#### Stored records
+--

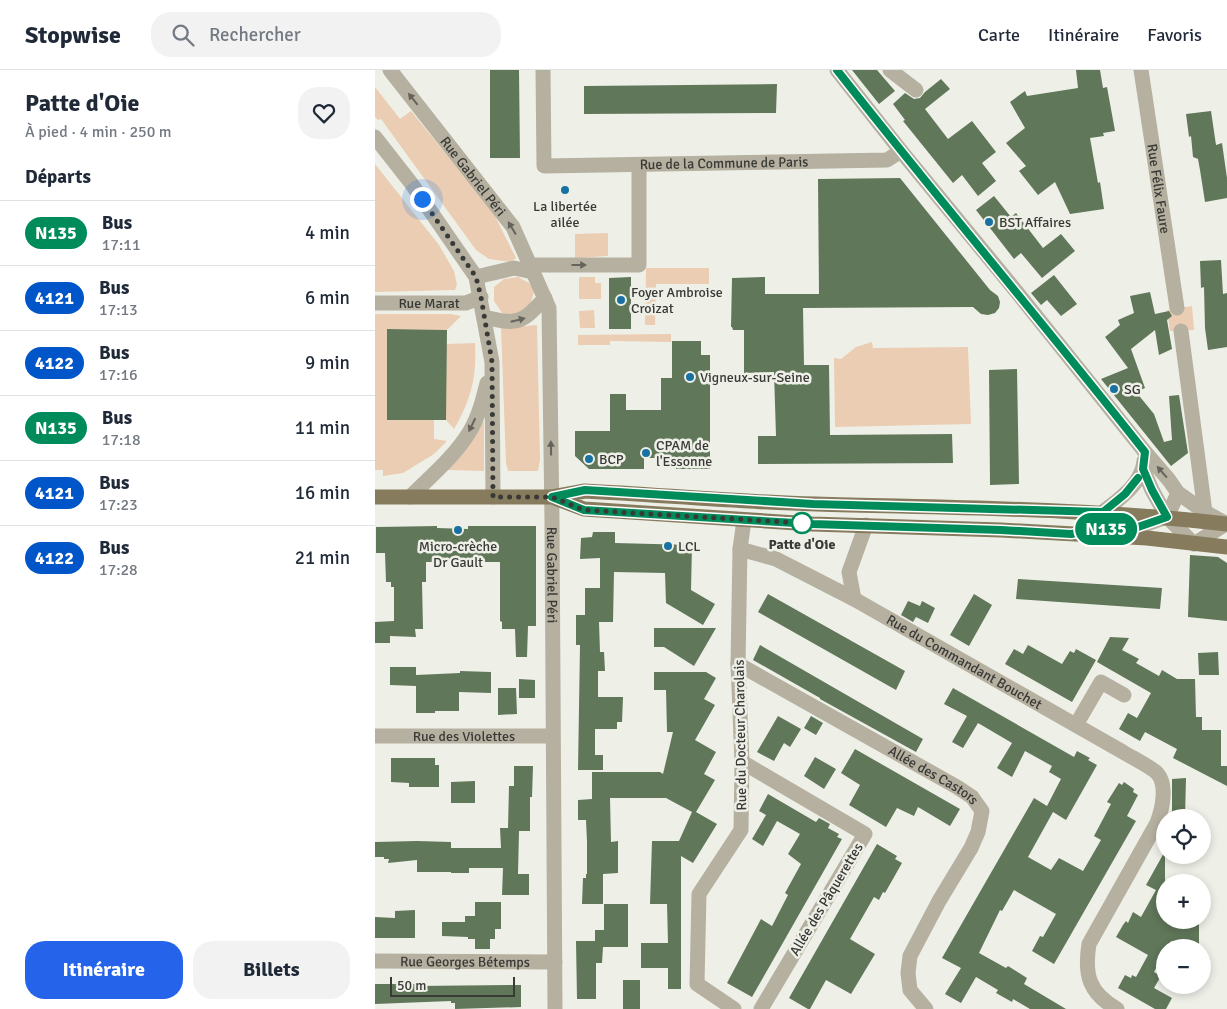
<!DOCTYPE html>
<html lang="fr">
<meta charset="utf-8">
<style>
:root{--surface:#fff;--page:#f2f2f3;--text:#1f2937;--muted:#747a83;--line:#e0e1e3;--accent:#2563eb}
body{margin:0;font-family:Signika,sans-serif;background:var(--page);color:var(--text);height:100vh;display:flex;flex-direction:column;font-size:19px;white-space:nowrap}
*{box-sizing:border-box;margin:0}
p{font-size:16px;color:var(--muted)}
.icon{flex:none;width:28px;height:28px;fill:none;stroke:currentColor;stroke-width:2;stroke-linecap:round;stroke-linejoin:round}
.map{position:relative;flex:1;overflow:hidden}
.panel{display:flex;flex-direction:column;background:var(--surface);width:375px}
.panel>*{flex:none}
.badge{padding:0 10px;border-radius:16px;font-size:18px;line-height:32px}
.fabs{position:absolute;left:781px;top:739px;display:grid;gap:10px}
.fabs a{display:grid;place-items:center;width:55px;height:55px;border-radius:50%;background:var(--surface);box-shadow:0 2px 8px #0003;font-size:25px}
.scale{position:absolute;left:15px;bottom:12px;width:125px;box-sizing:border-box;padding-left:5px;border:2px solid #393936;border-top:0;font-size:14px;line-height:18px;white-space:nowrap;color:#393936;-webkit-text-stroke:4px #eef0e8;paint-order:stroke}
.you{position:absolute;width:25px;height:25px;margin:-12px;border:4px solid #fff;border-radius:50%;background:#1a73e8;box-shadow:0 0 0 8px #1a73e833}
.map>.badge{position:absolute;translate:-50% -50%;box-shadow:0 0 0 2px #fff}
h2{padding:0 25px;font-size:19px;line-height:45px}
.round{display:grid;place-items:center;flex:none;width:52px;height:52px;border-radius:20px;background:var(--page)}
.head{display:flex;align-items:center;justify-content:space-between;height:85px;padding:0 25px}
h1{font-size:24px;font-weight:700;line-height:38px}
.primary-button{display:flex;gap:10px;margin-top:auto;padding:10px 25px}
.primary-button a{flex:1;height:58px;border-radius:20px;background:var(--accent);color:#fff;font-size:20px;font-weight:700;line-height:58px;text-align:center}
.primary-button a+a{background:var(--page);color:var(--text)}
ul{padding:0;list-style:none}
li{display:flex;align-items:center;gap:15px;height:65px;padding:0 25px;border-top:1px solid var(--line)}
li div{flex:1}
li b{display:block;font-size:19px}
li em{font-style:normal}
li .badge{min-width:55px;font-weight:700;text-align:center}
header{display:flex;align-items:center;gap:30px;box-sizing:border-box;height:70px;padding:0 25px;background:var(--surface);border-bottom:1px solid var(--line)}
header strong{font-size:24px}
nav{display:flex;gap:28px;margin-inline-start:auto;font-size:18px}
.search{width:350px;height:45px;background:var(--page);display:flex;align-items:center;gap:12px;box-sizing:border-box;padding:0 18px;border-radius:20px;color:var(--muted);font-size:19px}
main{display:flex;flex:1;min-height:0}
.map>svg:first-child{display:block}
.green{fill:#eacdb2}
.building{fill:#60775a}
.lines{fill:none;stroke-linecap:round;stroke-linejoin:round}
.minor{stroke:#b6b0a0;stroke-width:15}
.major{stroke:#877b5e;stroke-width:15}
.oneway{fill:#65635b}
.line-casing{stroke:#fff;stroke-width:11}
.line{stroke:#008b5a;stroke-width:8}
.walk{stroke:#393936;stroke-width:5;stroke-dasharray:0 9}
.poi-dot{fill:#1871a0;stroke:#eef0e8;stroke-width:2}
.stop-dot{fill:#fff;stroke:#008b5a;stroke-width:2.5}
.labels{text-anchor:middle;stroke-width:5;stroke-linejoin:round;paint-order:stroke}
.street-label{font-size:14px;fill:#393936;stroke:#eef0e8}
.poi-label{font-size:14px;fill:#393936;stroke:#eef0e8;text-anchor:start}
.stop-label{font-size:14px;font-weight:bold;fill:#393936;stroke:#eef0e8}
</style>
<header>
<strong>Stopwise</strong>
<div class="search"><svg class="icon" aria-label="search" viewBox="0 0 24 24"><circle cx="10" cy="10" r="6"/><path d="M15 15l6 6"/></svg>Rechercher</div>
<nav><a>Carte</a><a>Itinéraire</a><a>Favoris</a></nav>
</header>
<main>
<section class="panel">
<div class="head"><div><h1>Patte d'Oie</h1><p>À pied · 4 min · 250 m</p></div><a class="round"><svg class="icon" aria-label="heart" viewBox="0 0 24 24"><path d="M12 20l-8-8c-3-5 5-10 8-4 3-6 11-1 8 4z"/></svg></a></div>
<h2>Départs</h2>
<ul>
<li><span class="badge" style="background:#008b5a;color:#fff">N135</span><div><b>Bus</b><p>17:11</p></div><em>4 min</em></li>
<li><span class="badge" style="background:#0055c8;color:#fff">4121</span><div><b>Bus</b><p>17:13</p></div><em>6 min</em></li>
<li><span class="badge" style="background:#0055c8;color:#fff">4122</span><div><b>Bus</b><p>17:16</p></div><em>9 min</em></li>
<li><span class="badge" style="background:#008b5a;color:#fff">N135</span><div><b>Bus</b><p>17:18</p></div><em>11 min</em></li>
<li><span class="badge" style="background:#0055c8;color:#fff">4121</span><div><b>Bus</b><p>17:23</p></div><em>16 min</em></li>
<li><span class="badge" style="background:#0055c8;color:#fff">4122</span><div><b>Bus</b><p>17:28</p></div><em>21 min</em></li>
</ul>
<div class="primary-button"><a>Itinéraire</a><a>Billets</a></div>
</section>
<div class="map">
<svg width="852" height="939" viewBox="0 0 852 939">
<rect width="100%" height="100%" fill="#eef0e8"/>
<path class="green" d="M0 17 25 49 36 41 118 142 141 188 135 192 114 189 101 180 6 49 3 50 0 47Z
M0 94 64 175 79 201 82 215 80 220 0 222Z
M233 163V186L200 188V164Z
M271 198H334V214H281L280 255H270Z
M143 207 154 213 159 220C156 240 148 247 127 243L119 231V217L129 209Z
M204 207H220V213H226V229H204Z
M817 236 819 260 795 261 792 240Z
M219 240 220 258H205L204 241Z
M0 244H76L86 246 72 260 12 259V349L59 350V369L72 371 59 384 28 403 8 406V400H0Z
M162 255 165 390 163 401H133L131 393 126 258Z
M296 264V272L235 271V275H203V265Z
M497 272 498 278 593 277 596 354 460 357 459 288 466 289 481 277Z
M100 273C102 307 96 330 79 359L71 350V274Z
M109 351V401L71 400 91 378Z"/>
<path class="building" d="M115 0H144L145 88H115Z
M477 0H502L520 21 504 34Z
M701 0H725L728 18 732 17 740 61 728 63 729 66 715 68 723 113 725 112 729 139 695 144 680 112 663 125 644 101 651 96 631 73 650 58 635 32 650 21 652 26 703 18Z
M566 9 575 19 550 39 573 69 597 51 621 82 607 93 621 111 603 126 587 105 578 113 528 51 530 50 518 34 530 23 539 29 545 28 550 22Z
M402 14 401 43 209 44V16Z
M836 41 841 75 847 73 852 108V128L830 132 825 100 823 89 818 87 816 66 814 67 811 44Z
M525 108 615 220 623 226 625 232 624 238 620 243 613 245 606 244 598 237 428 238 429 295H454L455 365 577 364 578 393 383 394V366H401L399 302 369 303V260H358L357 257H356L357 208 390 207V224H444L443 109Z
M619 126 636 147 641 143 668 178 686 164 700 181 667 208 646 183 639 189 601 140Z
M846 190 848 224 852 223V277L833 280 830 258 829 217 826 218 825 191Z
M679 205 702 234 686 246 672 230 666 235 656 223Z
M256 207V259H234V208Z
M775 222 780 244 794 241 797 246 792 250 797 279 784 285 780 260 756 279 770 318 761 322 779 344 789 372 797 370 794 326 804 325 813 383 796 396 726 309 753 298 730 267 745 255 743 250 759 243 755 226Z
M12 259 72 260 71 350H12Z
M297 271H326V285H335V399H301V388H269V399H214L200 386V361H235V324H251V340H286V308H297Z
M642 299 644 414 615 415 614 300Z
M62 456V458L93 459V456H161V556H153L152 587H141L140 559H127V552L125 551V492H51V512H47L48 559H40L41 567 15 566V573H0V552L19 551V517H16V512H11L10 483H1V457Z
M218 462H240V473L317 475 316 520 340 534 328 555 291 533 290 503 239 502 238 552H224L225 582H229L230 601H223V627H248L247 652H242V659H220V685H228V700H203L205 575H201V545H210V518H225V488L205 489 206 468 217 467Z
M815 485 843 487 852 493V551L813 547Z
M643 509 787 518 785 539 641 529Z
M393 524 530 601 521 620 383 542Z
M599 524 617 535 594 576 575 565Z
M533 531 545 536 547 531 560 538 553 553 541 547 538 552 526 545Z
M279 558H341L319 596 289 577H279Z
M735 567 754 568 747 580 764 589 761 593 784 606 787 600 802 609H820L821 647H827V660H846V696H852V716L798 688 802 679 770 662 765 671 744 659 753 643 762 648 776 623 722 592Z
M385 575 548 669 541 682 445 629V628L378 590Z
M653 575 687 594 695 581 699 583 701 579 721 590 697 632 630 594 639 579 648 584Z
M843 582 844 605H824L823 583Z
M15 597H41V605L85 603V601L116 602V623L84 622V641H60V643H41V616L15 615Z
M279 602H331L341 608 329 629 340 635 320 670 341 682 329 704 340 710 321 742 342 754 318 793 306 786V919H293V898H266V873H293L292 834H275L277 771H304L317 742 291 728H235L236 772 243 771V803L228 804V834H207L208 808H211V804H212V772L211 750H203V730L217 729V702H285L288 704 298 662H292L291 620H279Z
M144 609 160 610V628H144Z
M123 618H141L142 644 123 645Z
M578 618 699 687 702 681 715 688 713 690 722 695 691 750 678 742 653 787 676 800 684 788 708 801 726 770 719 766 736 734 732 732 744 713 747 715 749 712 759 719 758 722 763 725 752 746 761 751 679 894 657 881 665 866 668 867 681 844 639 820 627 841 625 840 604 883 631 898 633 896 652 908 649 914 691 939H655L638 929 637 932 621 923 623 920 601 907 586 933 570 924 586 898 567 888 659 728 672 736 686 709 674 702 677 696 650 681 637 707 622 698 637 673 603 653 588 678 577 672 592 646 569 634Z
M403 646 426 659 415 677 409 673 399 691 382 682Z
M436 646 448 653 441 665 429 658Z
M480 679 585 739 575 756 543 737 539 746 522 738 511 757 474 735 485 715 466 703Z
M440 687 461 699 449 719 429 706Z
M16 688H60V695H64V717H34V713L16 712Z
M139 696H158L157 727H155V761H144L143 804H154V825H127L128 798H94V803H76V802H42V790L13 793 14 789H9V787H0V772L42 771 76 772V778H126L125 758H133L134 716H139Z
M811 708 810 748H797V709Z
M100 711V733H76V712Z
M393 724 441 752 444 748 455 754 453 758 464 764 462 767 467 769 377 927 352 913 386 849 397 856 413 825 410 823 426 794 413 784 425 764 402 751 388 776 377 769 391 745 384 741Z
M502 774 522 786 520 789 527 793 510 823 508 822 504 830 499 827 475 869 500 884 476 924 451 910 435 939H433L414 928Z
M790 781V850H824V874L803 875 796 871 792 878H790V882L779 902 786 906 779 918 797 928 791 939H780L743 918 750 905 756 908 757 905 761 907 773 885 741 867 748 855 751 851 753 853 758 842 766 847 781 820 771 815Z
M100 832H126V859H120V869H115V879H100V869H93V867L67 866V852H90V846H100Z
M229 834H253V877H228L227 893H221V929H202L201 871H220V860H229Z
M40 840V868H0V847L20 848V841Z
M248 910H265V939H248Z
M0 914H40V916L146 915V937L80 939V933H76V931L0 934Z"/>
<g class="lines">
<g class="minor">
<path id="s1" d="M15 0 138 157 174 238 177 451 180 939"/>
<path id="s2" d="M168 0 169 96 512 90 526 81"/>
<path d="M462 0 526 81 641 221 770 382 794 410 803 423 830 442 852 454"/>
<path d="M515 0 541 20"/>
<path id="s3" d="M766 0 802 238"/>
<path d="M0 67 36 113 101 207 117 292 118 427"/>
<path d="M155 195H264V95"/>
<path d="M101 207 139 198 158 202"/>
<path id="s4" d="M0 233H91L106 227"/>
<path d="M109 247C143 255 146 254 170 228"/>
<path d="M806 261 830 442"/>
<path d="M768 399 777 420 792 447 819 474 852 453"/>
<path d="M35 427C56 406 80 386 95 361 104 346 108 329 112 313"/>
<path d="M728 442C744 429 767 414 769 391"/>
<path d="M716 461 737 458 763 457 792 447 803 423"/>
<path id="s5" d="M365 479 401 489 479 529 748 682C756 687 776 697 782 703 793 715 787 740 782 753L714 874C709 905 714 923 742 939"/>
<path d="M479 529 474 502 491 455"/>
<path id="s6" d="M363 594 582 717 597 727 607 741 603 762 596 778 564 831 535 886 533 903 535 920 551 939"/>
<path d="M701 655 726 612 749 625"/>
<path id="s7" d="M0 666H177"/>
<path d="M367 692 490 764 386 939"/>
<path id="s8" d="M0 891 180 892"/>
<path d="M359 939 322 914 324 824 366 760 367 692 363 594 365 479 369 450"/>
</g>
<path class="major" d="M0 427H177L210 421C287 425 364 432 441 434 578 438 715 438 852 454
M177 427 209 439 437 454 626 460 772 468 852 477"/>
</g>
<defs><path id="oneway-solid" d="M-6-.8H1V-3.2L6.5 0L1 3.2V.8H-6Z" transform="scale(1.25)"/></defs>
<g class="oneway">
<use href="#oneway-solid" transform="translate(38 29) rotate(-129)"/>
<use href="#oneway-solid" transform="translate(137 158) rotate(-121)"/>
<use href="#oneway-solid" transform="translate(204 195)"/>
<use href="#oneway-solid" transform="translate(143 250) rotate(-14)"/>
<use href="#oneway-solid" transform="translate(97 355) rotate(116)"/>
<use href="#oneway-solid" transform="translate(176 378) rotate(-91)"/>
<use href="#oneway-solid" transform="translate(787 402) rotate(-131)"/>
</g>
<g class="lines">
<defs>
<path id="line" d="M462 0C563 129 669 254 770 382L768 399 777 420 792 447 763 457 737 458 696 464 626 460 437 454 209 440 177 427 210 420 438 434 728 442 750 424 763 408"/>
</defs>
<use href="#line" class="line-casing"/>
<use href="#line" class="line"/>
<path class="walk" d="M47 129 101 207 106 227 117 292 118 427H177L209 440 427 453"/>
</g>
<g class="poi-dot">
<circle cx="190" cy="120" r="5"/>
<circle cx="614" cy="152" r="5"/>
<circle cx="246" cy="230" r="5"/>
<circle cx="315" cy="307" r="5"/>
<circle cx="739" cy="319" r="5"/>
<circle cx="271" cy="383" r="5"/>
<circle cx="214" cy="389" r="5"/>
<circle cx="83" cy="460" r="5"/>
<circle cx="293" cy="476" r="5"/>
</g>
<circle class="stop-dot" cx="427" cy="453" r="10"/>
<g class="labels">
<g class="street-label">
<text dy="5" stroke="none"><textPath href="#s2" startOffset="276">Rue de la Commune de Paris</textPath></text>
<text dy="5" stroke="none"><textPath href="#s1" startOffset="135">Rue Gabriel Péri</textPath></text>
<text dy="5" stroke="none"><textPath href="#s3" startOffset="120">Rue Félix Faure</textPath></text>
<text dy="5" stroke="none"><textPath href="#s4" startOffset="54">Rue Marat</textPath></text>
<text dy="5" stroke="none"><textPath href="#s1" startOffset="555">Rue Gabriel Péri</textPath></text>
<text dy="5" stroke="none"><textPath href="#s5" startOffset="252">Rue du Commandant Bouchet</textPath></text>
<text transform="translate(365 665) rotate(-91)" y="5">Rue du Docteur Charolais</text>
<text dy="5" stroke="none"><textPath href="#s7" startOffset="89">Rue des Violettes</textPath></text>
<text dy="5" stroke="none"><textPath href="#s6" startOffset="225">Allée des Castors</textPath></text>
<text transform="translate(451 829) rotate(-59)" y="5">Allée des Pâquerettes</text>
<text dy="5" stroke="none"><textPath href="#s8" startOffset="90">Rue Georges Bétemps</textPath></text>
</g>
<g class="poi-label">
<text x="190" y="141" text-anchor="middle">La libertée<tspan x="190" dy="16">ailée</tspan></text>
<text x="624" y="157">BST Affaires</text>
<text x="256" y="227">Foyer Ambroise<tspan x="256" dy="16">Croizat</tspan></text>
<text x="325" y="312">Vigneux-sur-Seine</text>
<text x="749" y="324">SG</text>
<text x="281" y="380">CPAM de<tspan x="281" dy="16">l'Essonne</tspan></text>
<text x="224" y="394">BCP</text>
<text x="83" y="481" text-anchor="middle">Micro-crèche<tspan x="83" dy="16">Dr Gault</tspan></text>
<text x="303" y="481">LCL</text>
</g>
<g class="stop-label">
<text x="427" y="479">Patte d'Oie</text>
</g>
</g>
</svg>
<div class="fabs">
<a><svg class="icon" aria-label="locate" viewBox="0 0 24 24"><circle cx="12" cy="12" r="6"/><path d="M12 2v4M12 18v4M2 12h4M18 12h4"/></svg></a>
<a>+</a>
<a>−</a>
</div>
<div class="scale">50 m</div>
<div class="you" style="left:47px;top:129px"></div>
<b class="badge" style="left:731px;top:459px;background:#008b5a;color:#fff">N135</b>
</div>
</main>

+--

Using the entries above, work out the number of lines that hold the word "panel" and write it with no other words.

#### SOLUTION TO THE EXERCISE
3